Health Scare. Analysts at Stifel Nicolaus upgraded shares of managed health care company Amerigroup (NYSE: AGP) to “buy” from “hold” on Aug. 2 after the company won a Medicaid contract extension in Texas. The Virginia Beach-based company serves about 1.9 million individuals who receive benefits from publicly funded health care programs. Amerigroup provides health care to about 600,000 members in the Lone Star State—its largest market—and expects to expand its business in the Austin, El Paso and Lubbock areas. Amerigroup shares rose about 6 percent to $51 following the upgrade.

Amerigroup’s net income declined to $44.3 million from $67.2 million in the second quarter due to a one-time “retroactive premium adjustment” in Georgia. Duplicate records caused the state to overpay the company and the premium adjustment eroded Amerigroup’s second-quarter earnings per share (EPS) by $0.16. Second-quarter EPS came in at $0.99 missing consensus estimates by $0.13. The earnings miss caused Amerigroup’s stock to plummet 18 percent to about $55.
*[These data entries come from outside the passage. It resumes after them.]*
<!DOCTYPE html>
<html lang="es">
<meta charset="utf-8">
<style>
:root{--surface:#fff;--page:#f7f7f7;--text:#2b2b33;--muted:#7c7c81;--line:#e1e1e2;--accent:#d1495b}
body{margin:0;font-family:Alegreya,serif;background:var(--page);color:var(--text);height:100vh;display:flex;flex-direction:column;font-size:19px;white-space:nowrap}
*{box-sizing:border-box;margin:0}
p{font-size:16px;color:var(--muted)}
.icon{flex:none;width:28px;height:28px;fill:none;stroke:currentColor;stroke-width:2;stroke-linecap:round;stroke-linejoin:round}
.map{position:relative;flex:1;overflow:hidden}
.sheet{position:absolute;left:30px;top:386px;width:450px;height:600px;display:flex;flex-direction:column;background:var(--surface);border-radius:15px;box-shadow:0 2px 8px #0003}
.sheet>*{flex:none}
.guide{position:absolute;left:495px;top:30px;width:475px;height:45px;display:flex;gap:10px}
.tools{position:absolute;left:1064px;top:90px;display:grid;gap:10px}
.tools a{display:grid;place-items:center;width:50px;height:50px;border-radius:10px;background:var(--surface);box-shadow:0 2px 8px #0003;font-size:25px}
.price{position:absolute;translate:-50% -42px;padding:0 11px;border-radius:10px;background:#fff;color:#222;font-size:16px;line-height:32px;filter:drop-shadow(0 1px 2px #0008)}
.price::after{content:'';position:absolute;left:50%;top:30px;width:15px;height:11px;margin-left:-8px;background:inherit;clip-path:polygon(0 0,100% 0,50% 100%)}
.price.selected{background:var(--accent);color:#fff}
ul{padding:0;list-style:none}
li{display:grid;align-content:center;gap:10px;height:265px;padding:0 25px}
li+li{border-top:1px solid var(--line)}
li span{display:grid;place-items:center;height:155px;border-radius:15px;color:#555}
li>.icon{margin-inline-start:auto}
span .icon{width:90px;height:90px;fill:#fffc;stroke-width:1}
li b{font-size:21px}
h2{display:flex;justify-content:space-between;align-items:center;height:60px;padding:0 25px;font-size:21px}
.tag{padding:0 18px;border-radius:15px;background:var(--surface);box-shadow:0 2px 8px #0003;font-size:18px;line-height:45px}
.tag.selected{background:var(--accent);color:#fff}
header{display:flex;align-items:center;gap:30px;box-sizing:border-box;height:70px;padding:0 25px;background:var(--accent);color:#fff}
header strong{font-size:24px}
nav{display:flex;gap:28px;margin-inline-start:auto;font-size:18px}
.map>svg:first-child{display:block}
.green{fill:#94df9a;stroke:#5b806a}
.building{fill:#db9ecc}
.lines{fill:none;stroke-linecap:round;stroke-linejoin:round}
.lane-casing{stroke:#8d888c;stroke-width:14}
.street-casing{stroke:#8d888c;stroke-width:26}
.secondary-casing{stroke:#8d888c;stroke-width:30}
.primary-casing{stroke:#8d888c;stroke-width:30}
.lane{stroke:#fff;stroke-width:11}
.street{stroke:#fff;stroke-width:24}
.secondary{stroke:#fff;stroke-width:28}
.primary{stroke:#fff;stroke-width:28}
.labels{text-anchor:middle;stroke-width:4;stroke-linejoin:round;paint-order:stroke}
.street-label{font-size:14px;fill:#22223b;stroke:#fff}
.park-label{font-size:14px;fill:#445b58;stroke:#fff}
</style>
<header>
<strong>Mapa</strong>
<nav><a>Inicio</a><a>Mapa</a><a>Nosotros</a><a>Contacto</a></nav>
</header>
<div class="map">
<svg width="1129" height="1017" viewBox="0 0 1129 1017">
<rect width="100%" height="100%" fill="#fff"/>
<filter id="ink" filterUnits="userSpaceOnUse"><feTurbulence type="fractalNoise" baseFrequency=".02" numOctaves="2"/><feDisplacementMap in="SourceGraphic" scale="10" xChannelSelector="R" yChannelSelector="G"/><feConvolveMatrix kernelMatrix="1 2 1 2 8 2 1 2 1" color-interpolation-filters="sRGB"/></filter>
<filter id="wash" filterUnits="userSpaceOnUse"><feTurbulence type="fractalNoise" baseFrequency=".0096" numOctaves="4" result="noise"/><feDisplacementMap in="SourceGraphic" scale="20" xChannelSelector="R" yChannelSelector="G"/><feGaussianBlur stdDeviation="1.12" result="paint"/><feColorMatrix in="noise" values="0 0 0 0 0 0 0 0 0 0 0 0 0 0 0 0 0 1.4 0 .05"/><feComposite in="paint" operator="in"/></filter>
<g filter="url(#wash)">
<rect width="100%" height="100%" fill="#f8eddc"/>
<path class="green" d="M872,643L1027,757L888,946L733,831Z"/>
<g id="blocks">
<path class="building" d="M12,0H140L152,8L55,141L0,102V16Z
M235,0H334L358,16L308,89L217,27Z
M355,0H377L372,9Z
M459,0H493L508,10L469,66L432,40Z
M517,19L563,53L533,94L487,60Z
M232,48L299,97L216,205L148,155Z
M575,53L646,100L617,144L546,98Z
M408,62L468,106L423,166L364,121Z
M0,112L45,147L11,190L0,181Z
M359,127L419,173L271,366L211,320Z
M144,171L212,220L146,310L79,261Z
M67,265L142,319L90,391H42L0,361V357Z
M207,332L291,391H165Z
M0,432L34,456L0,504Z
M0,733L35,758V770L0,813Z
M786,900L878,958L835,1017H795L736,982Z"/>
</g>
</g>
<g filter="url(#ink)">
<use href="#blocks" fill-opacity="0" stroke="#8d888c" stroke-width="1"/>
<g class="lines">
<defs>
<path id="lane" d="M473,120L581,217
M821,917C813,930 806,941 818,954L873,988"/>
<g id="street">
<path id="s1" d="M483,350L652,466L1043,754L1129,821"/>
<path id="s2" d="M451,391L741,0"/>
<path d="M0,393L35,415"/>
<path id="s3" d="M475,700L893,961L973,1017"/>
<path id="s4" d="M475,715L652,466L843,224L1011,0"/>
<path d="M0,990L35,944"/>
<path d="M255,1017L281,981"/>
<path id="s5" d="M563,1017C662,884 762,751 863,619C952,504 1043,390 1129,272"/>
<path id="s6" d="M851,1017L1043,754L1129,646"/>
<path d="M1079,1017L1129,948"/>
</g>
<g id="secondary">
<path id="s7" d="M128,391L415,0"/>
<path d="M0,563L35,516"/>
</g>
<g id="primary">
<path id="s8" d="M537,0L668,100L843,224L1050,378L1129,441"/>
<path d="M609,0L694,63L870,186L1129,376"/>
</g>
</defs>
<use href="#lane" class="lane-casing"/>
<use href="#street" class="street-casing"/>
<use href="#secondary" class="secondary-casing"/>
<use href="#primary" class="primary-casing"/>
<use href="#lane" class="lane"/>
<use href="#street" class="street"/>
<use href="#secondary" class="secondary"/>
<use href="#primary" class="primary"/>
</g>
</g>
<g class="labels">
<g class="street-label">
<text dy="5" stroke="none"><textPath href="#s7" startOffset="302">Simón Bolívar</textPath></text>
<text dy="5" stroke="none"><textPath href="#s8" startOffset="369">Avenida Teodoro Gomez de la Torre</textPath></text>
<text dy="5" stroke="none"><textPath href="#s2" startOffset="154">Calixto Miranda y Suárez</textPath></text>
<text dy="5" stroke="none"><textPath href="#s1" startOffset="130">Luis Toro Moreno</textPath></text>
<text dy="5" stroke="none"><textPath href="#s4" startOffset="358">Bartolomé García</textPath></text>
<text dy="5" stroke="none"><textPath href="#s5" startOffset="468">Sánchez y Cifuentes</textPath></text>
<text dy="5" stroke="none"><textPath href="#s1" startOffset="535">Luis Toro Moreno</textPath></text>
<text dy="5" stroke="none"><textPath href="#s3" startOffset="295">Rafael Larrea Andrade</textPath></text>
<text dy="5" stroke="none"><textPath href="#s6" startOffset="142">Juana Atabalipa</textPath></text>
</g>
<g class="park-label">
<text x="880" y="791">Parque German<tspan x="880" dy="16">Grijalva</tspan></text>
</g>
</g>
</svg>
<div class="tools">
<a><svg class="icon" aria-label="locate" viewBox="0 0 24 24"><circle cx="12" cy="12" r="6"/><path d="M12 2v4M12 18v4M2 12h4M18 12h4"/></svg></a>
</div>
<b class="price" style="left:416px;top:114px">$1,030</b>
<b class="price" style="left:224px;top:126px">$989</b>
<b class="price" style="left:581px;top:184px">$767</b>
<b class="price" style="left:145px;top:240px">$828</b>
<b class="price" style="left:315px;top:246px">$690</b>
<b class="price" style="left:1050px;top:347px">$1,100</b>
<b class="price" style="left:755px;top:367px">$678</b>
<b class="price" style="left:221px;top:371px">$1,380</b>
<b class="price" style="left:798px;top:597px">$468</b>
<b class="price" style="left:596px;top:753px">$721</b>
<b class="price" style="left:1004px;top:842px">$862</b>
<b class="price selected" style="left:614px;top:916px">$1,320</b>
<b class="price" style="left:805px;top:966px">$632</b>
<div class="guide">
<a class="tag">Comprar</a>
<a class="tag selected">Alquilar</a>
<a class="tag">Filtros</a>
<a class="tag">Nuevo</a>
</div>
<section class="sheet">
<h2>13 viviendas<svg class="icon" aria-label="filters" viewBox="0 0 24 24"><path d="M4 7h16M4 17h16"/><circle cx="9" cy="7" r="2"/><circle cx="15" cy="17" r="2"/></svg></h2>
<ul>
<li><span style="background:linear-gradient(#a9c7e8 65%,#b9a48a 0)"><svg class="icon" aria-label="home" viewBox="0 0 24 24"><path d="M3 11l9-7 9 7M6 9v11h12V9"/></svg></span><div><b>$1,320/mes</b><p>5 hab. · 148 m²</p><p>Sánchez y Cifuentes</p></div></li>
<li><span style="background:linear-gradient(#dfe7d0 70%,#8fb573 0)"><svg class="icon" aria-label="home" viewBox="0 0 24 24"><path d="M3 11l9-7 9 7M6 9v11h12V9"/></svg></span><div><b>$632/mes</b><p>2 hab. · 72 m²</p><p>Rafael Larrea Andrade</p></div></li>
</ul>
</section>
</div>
Stifel Nicholus upgraded the stock despite Amerigroup’s disappointing second-quarter results on the belief that analysts had unrealistic expectations for the company’s quarterly earnings. The company also has additional avenues for growth. In late July, Louisiana’s Department of Health and Hospitals named Amerigroup as a candidate to coordinate services for about 900 Medicaid recipients in the state.

The Checkup

Ahead of the Game. In July 2010, Michael Sansoterra, portfolio manager of RidgeWorth Large Cap Growth (STCIX) profiled two companies he believed would beat analysts’ expectations. Here’s a look at how his recommendations fared.

Union Pacific Corp’s (NYSE: UNP) principal operation, Union Pacific Railroad, is the nation’s largest railroad company. Union Pacific is running on a full head of steam in 2011; management said the second quarter delivered the “best-ever quarterly earnings” despite severe flooding in the Midwest. Net income rose 10 percent year over year to $785 million, while revenue increased 16 percent to $4.8 billion.

CEO Jim Young expects the company to perform strongly in the second half of the year despite economic uncertainty. Although debate in Washington over the US debt ceiling affected shipping in July, volumes are likely to rise due to strong crop harvests and rising demand for coal. The company also may increase prices on some expired contracts. Union Pacific’s stock has returned 35.3 percent since Sansoterra’s recommendation.

China’s leading Internet search provider Baidu (NSDQ: BIDU) controls about 76 percent of the country’s online search market. The company’s second-quarter earnings rose by 95 percent year over year to RMB1.6 billion (USD252.6 million) on the back of strong spending by advertisers. The number of advertisers rose 19 percent in the quarter to 298,000. sales surged by 78 percent to RMB3.4billion (USD528.4 million).

China has the world’s largest Internet market with 450 million users. Analysts say this figure could grow to 600 million in several quarters as millions of rural residents migrate to urban areas. Although Baidu’s stock trades at 62 times earnings, the company’s shares have consistently outperformed those of its peers. Baidu’s shares have gained 105.7 percent since last July.